If you’ve created a repo on GitHub, click “Clone or Download” (screenshot), copy the URL they give you, and set it up as a remote. For instance, for my EA Starter theme I would use:
git remote add origin [email protected]:billerickson/EA-Starter.git
Go back to the Git Push page in the WPEngine dashboard. In the bottom of the right column you’ll see the two remotes corresponding to your production and staging environment. Add them (make sure you use the correct URL). Example:
git remote add production [email protected]:production/mysite.git git remote add staging [email protected]/mysite.git
Pushing code updates
As you develop your site, periodically commit your changes:
git commit -am 'this is my great commit message'. Push those changes to GitHub:
git push origin master. And when you’re ready to push to your production or staging site, simply push to the remote:
git push production master.
WPEngine will scan the files, make sure there’s no PHP errors, update the correct files, and clear your cache.
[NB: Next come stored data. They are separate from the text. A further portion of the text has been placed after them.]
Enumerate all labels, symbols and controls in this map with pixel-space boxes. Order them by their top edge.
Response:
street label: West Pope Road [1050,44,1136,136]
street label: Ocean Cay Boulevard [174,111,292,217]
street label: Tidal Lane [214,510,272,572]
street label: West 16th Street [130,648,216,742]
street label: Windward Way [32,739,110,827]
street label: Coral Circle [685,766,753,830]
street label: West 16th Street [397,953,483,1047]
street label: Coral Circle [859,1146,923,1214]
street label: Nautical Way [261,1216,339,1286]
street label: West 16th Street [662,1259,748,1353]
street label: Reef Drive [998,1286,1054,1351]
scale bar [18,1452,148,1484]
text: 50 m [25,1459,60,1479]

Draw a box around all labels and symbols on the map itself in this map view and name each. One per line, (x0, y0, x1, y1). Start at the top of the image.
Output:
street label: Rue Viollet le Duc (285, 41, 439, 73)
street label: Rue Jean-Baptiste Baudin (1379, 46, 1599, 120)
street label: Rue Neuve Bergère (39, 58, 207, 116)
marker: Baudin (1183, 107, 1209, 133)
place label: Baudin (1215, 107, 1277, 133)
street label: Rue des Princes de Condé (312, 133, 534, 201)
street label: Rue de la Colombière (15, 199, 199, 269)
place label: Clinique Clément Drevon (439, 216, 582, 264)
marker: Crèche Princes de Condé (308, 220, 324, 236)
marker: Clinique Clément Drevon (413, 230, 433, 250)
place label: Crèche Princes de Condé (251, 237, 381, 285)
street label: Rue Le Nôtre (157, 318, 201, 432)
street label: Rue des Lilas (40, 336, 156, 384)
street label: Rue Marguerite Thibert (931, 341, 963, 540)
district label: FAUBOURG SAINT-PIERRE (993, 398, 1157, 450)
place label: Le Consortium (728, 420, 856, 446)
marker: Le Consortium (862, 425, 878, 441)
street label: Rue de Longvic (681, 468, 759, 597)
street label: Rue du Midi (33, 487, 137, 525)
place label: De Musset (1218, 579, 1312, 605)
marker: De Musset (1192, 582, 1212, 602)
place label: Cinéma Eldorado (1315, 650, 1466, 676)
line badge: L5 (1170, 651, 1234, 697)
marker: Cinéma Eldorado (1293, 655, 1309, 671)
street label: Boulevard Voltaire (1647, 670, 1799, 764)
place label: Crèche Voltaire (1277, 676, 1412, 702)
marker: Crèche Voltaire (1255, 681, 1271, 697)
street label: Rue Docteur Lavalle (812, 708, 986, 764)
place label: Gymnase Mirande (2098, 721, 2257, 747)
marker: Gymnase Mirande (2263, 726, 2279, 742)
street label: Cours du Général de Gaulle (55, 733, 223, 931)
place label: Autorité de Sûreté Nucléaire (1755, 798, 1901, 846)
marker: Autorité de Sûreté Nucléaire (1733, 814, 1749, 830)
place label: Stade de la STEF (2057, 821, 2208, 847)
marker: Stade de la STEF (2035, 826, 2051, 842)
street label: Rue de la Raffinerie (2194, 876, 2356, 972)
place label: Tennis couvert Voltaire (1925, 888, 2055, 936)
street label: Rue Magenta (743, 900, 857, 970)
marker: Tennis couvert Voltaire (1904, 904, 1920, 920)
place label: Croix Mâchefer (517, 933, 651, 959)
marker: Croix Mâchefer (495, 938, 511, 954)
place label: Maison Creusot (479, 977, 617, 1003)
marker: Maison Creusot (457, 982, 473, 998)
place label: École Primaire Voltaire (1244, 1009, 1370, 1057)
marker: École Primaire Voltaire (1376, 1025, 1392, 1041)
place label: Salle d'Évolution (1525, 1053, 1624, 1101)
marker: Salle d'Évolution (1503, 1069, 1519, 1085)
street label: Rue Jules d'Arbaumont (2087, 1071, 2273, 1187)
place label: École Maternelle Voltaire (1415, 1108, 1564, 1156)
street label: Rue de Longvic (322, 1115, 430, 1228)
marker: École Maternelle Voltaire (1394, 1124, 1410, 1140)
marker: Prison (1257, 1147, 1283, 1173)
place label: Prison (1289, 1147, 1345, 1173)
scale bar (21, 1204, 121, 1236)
I also recommend using WP Migrate DB Pro to push/pull your database and media. If your site has lots of media, skip the media syncing and use BE Media from Production so that your local install will reference the production site for media rather than having to store a copy of everything locally.
You can also migrate entire environments through the WPEngine portal. When you enable the Multi-Environment Site feature, you’ll get three environments: Production, Staging, and Development.
When we are redesigning a website that’s already hosted on WPEngine, we’ll copy the production site to development and build our new theme there. When it’s time to go live, we can push the development environment to production.
We often work with food bloggers and publishers who have dozens of new posts and thousands of comments created during the development process, and we don’t want to lose it. When it’s time to launch the new site, we use the following approach to migration:
- Implement a “content freeze” on production. The client should not create or edit any content between now and completion of the redesign launch.
- Make a fresh backup of all three envrionments.
- Deploy the latest production backup to the staging environment
git push staging masterto push the code updates to the staging environment.
- Rebuild everything on staging: setup new plugins, menus, widgets, forms, and update any pages that need new content (ex: Home)
- Do a final review of the staging site with the client.
- Once approved, deploy the staging environment to production, overwriting the production files and database.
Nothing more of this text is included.